■ Work instruction:
Omit the images and reproduce the rest of the entries exactly.

(Extracted data)

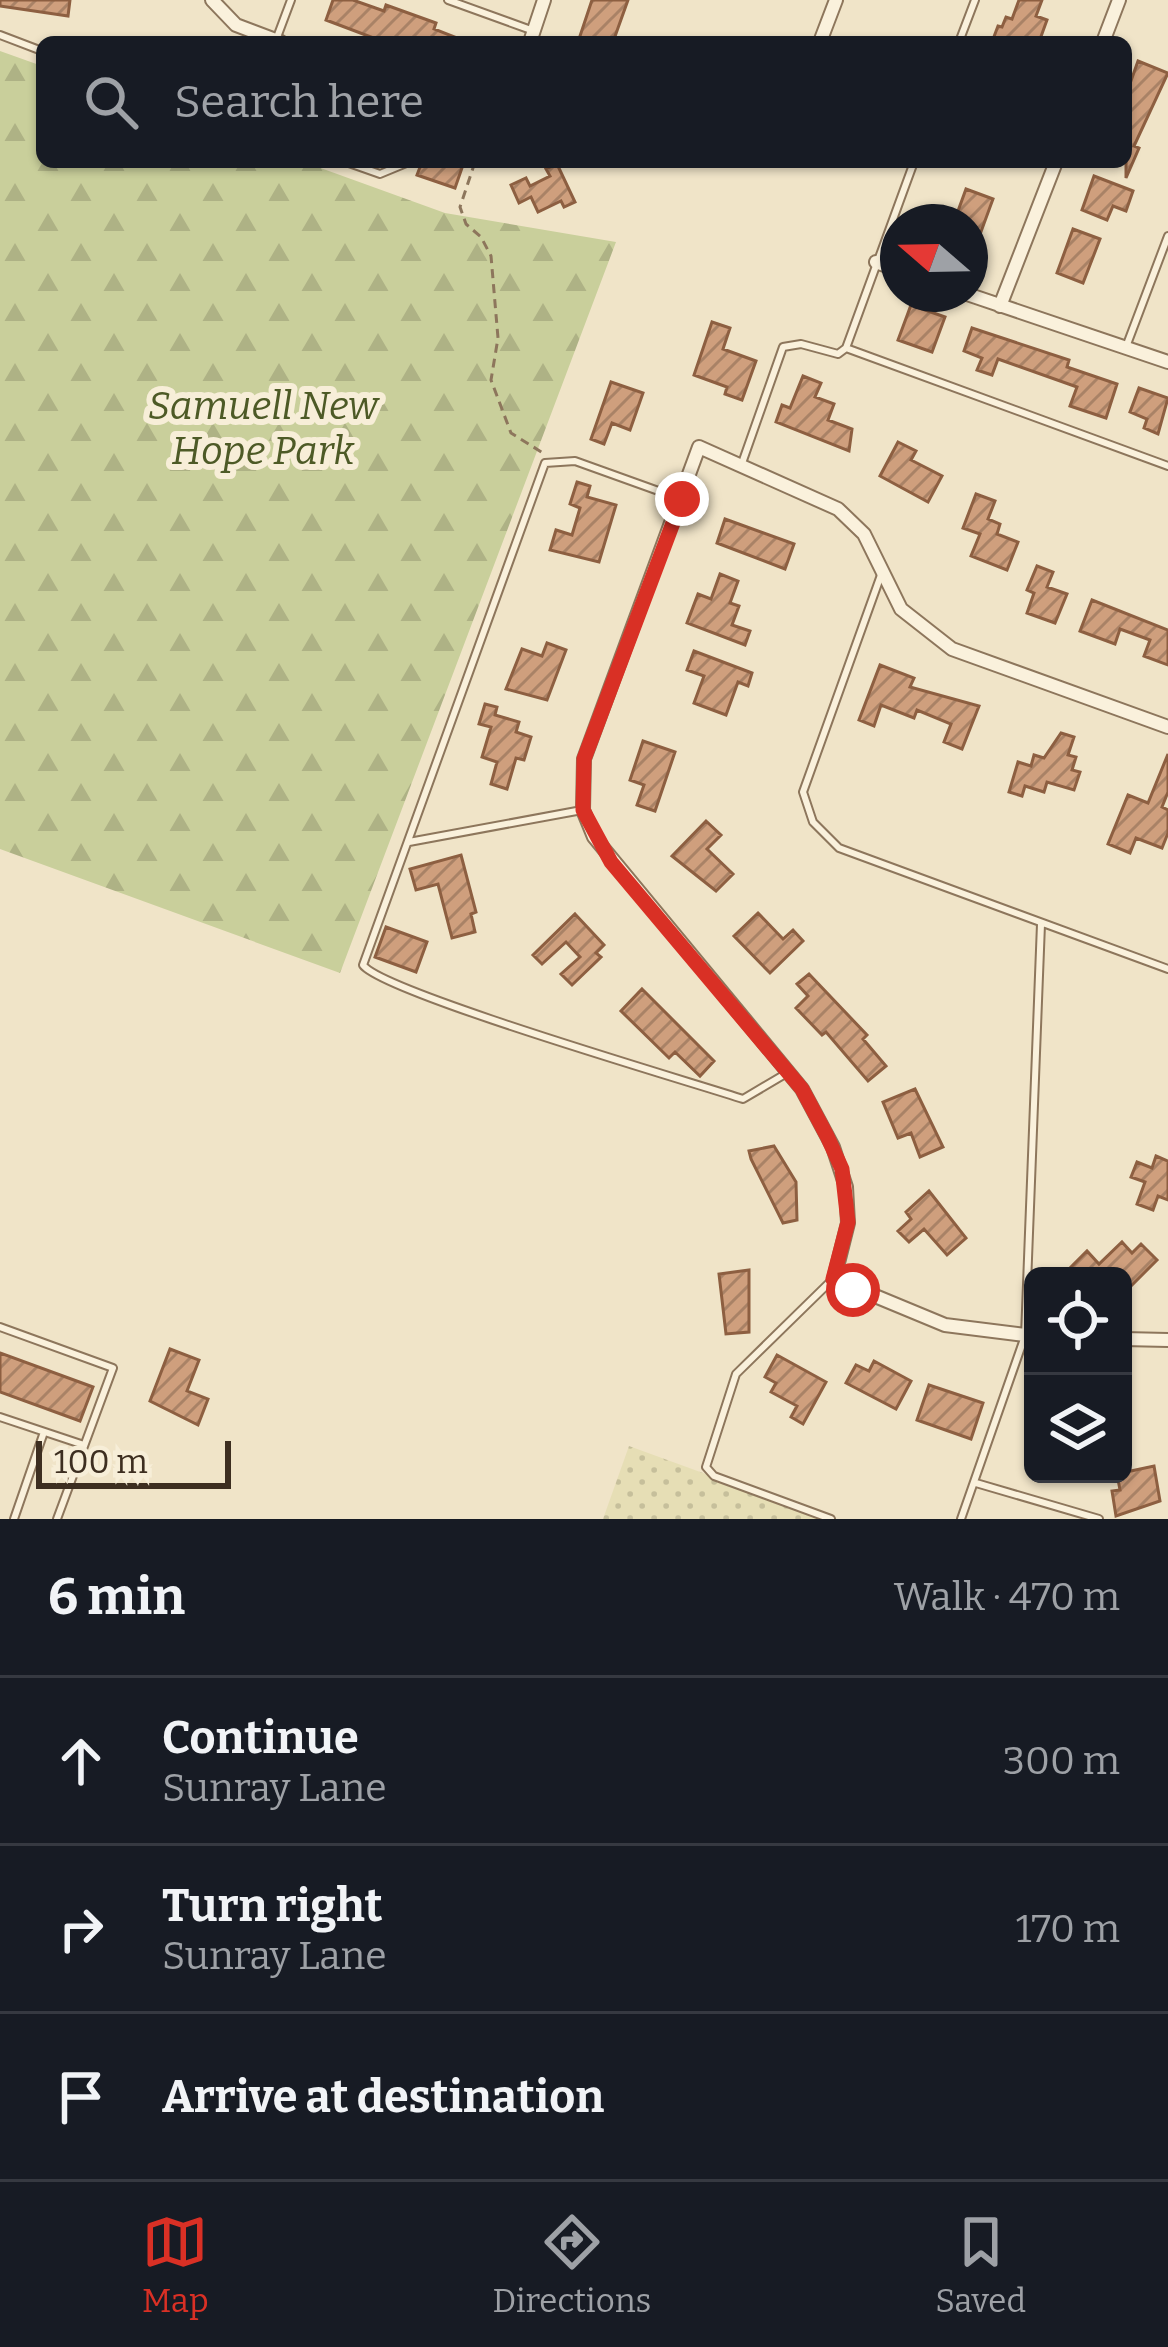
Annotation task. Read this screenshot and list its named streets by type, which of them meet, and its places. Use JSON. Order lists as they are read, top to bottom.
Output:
{
  "parks": ["Samuell New Hope Park"],
  "scale_bar": "100 m",
  "north": "left",
  "page": {
    "search": "Search here",
    "scale": "100 m",
    "heading": ["6 min", "Walk · 470 m"],
    "list": [
      ["Continue", "Sunray Lane", "300 m"],
      ["Turn right", "Sunray Lane", "170 m"],
      "Arrive at destination"
    ],
    "nav": ["Map", "Directions", "Saved"]
  }
}
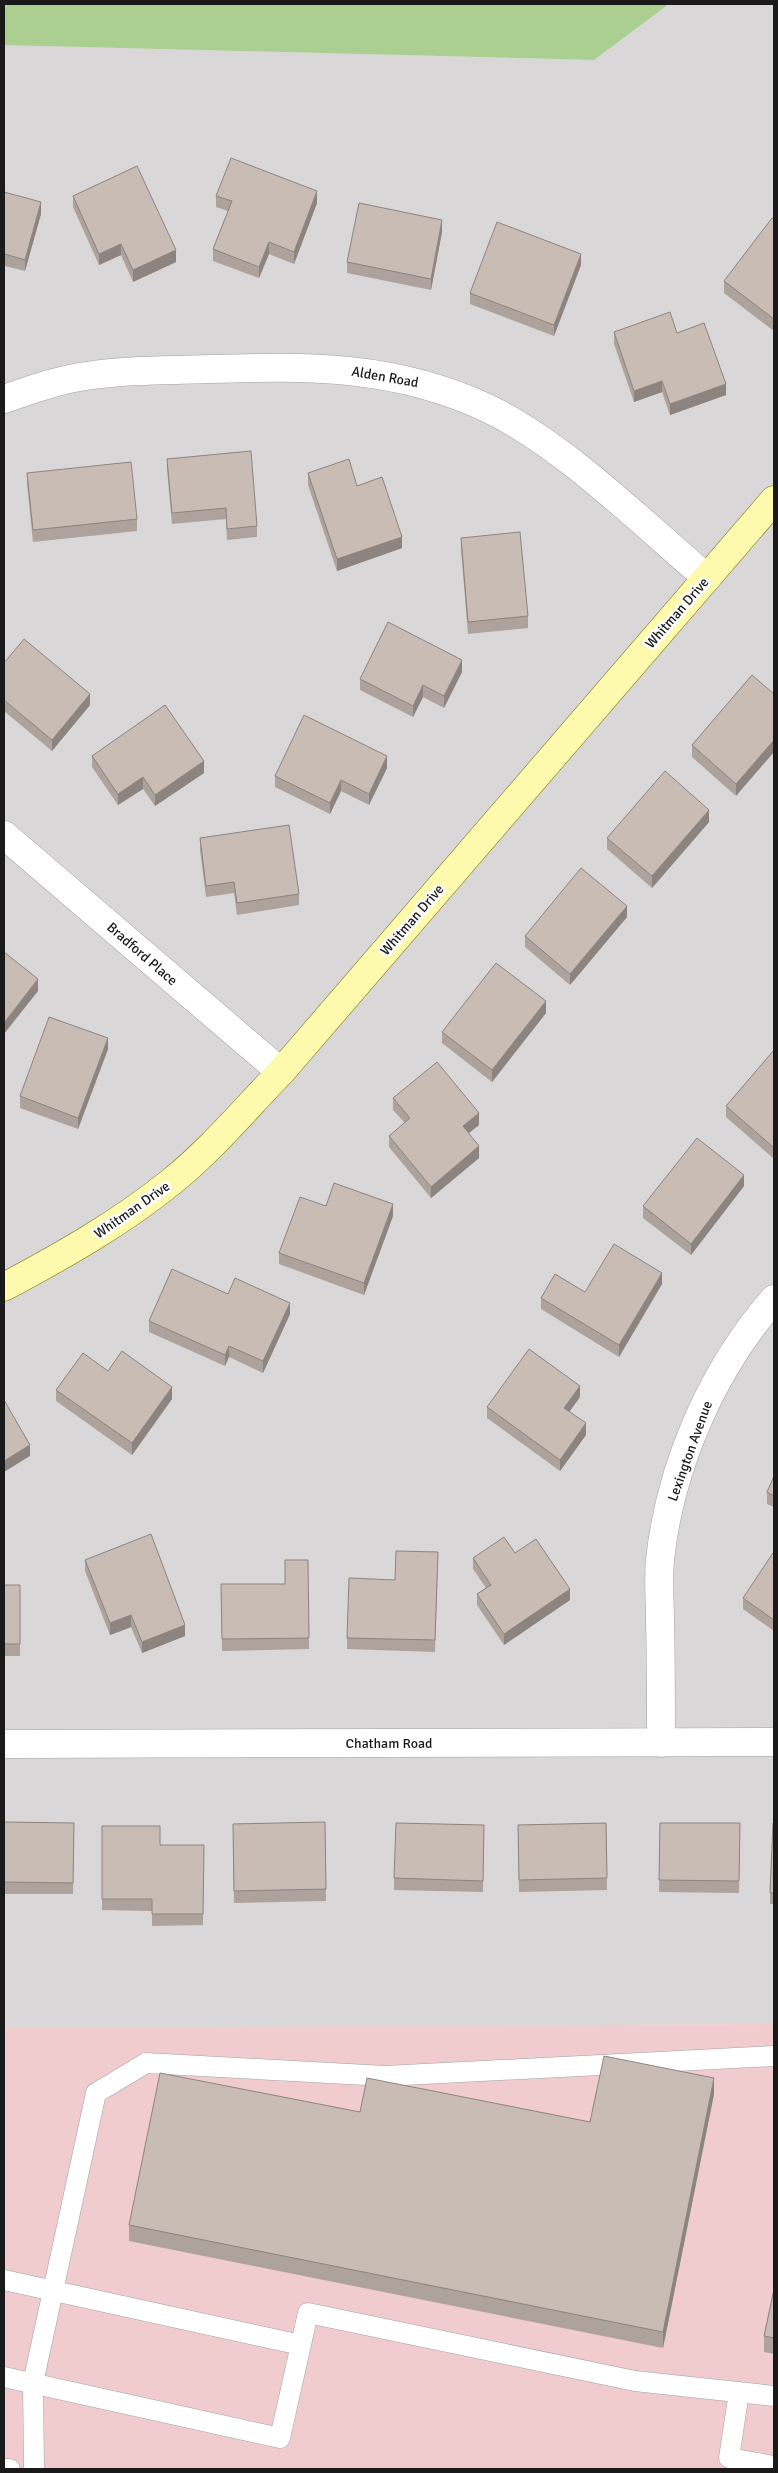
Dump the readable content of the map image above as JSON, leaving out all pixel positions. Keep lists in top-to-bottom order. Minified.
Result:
{"streets":{"street":["Alden Road","Whitman Drive","Bradford Place","Lexington Avenue","Chatham Road"]},"crossings":[["Alden Road","Whitman Drive"],["Whitman Drive","Bradford Place"],["Lexington Avenue","Chatham Road"]]}
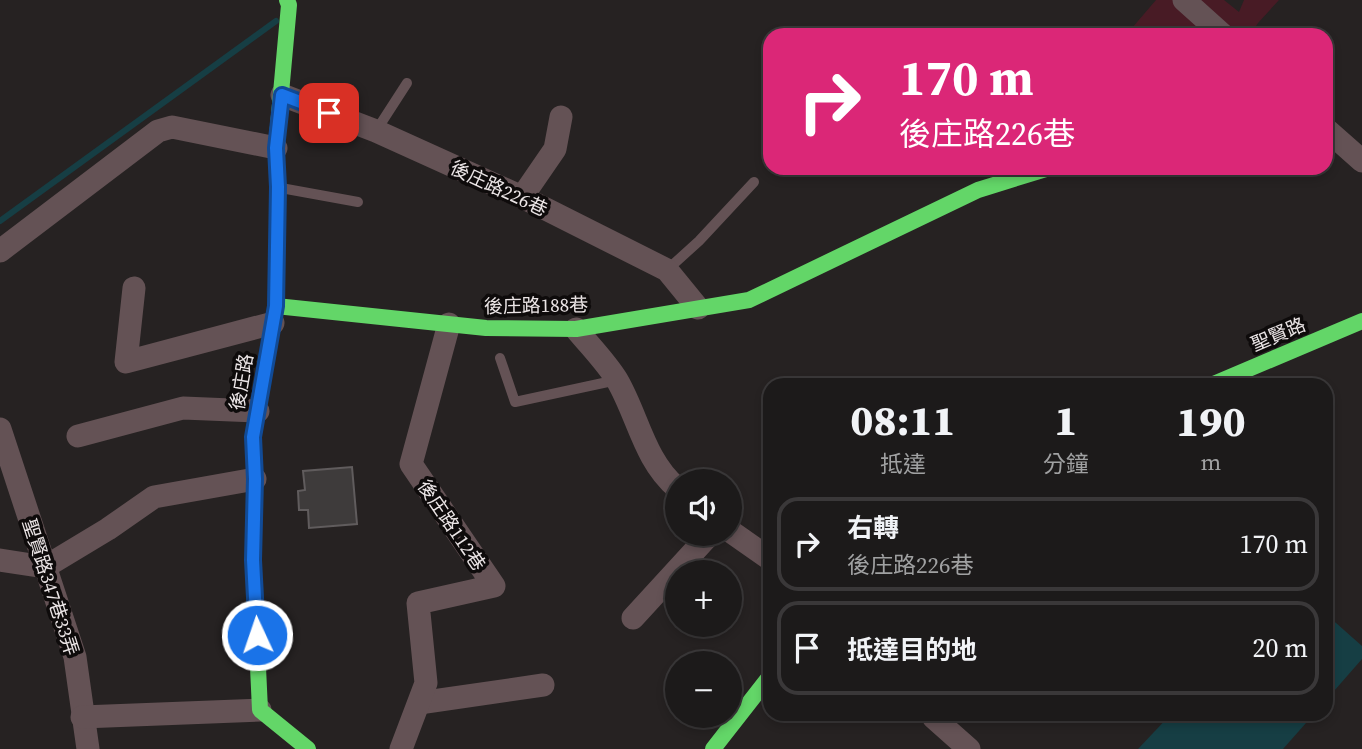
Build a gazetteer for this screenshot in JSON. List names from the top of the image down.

(End Extracted data)

■ Solution to this task:
Annotation task. Read this screenshot and list its named streets by type, which of them meet, and its places. Use JSON. Order lists as they are read, top to bottom.
Output:
{
  "parks": ["Samuell New Hope Park"],
  "scale_bar": "100 m",
  "north": "left",
  "page": {
    "search": "Search here",
    "scale": "100 m",
    "heading": ["6 min", "Walk · 470 m"],
    "list": [
      ["Continue", "Sunray Lane", "300 m"],
      ["Turn right", "Sunray Lane", "170 m"],
      "Arrive at destination"
    ],
    "nav": ["Map", "Directions", "Saved"]
  }
}
Dump the readable content of the map image above as JSON, leaving out all pixel positions. Keep lists in top-to-bottom order. Minified.
Result:
{"streets":{"street":["Alden Road","Whitman Drive","Bradford Place","Lexington Avenue","Chatham Road"]},"crossings":[["Alden Road","Whitman Drive"],["Whitman Drive","Bradford Place"],["Lexington Avenue","Chatham Road"]]}
Build a gazetteer for this screenshot in JSON. List names from the top of the image down.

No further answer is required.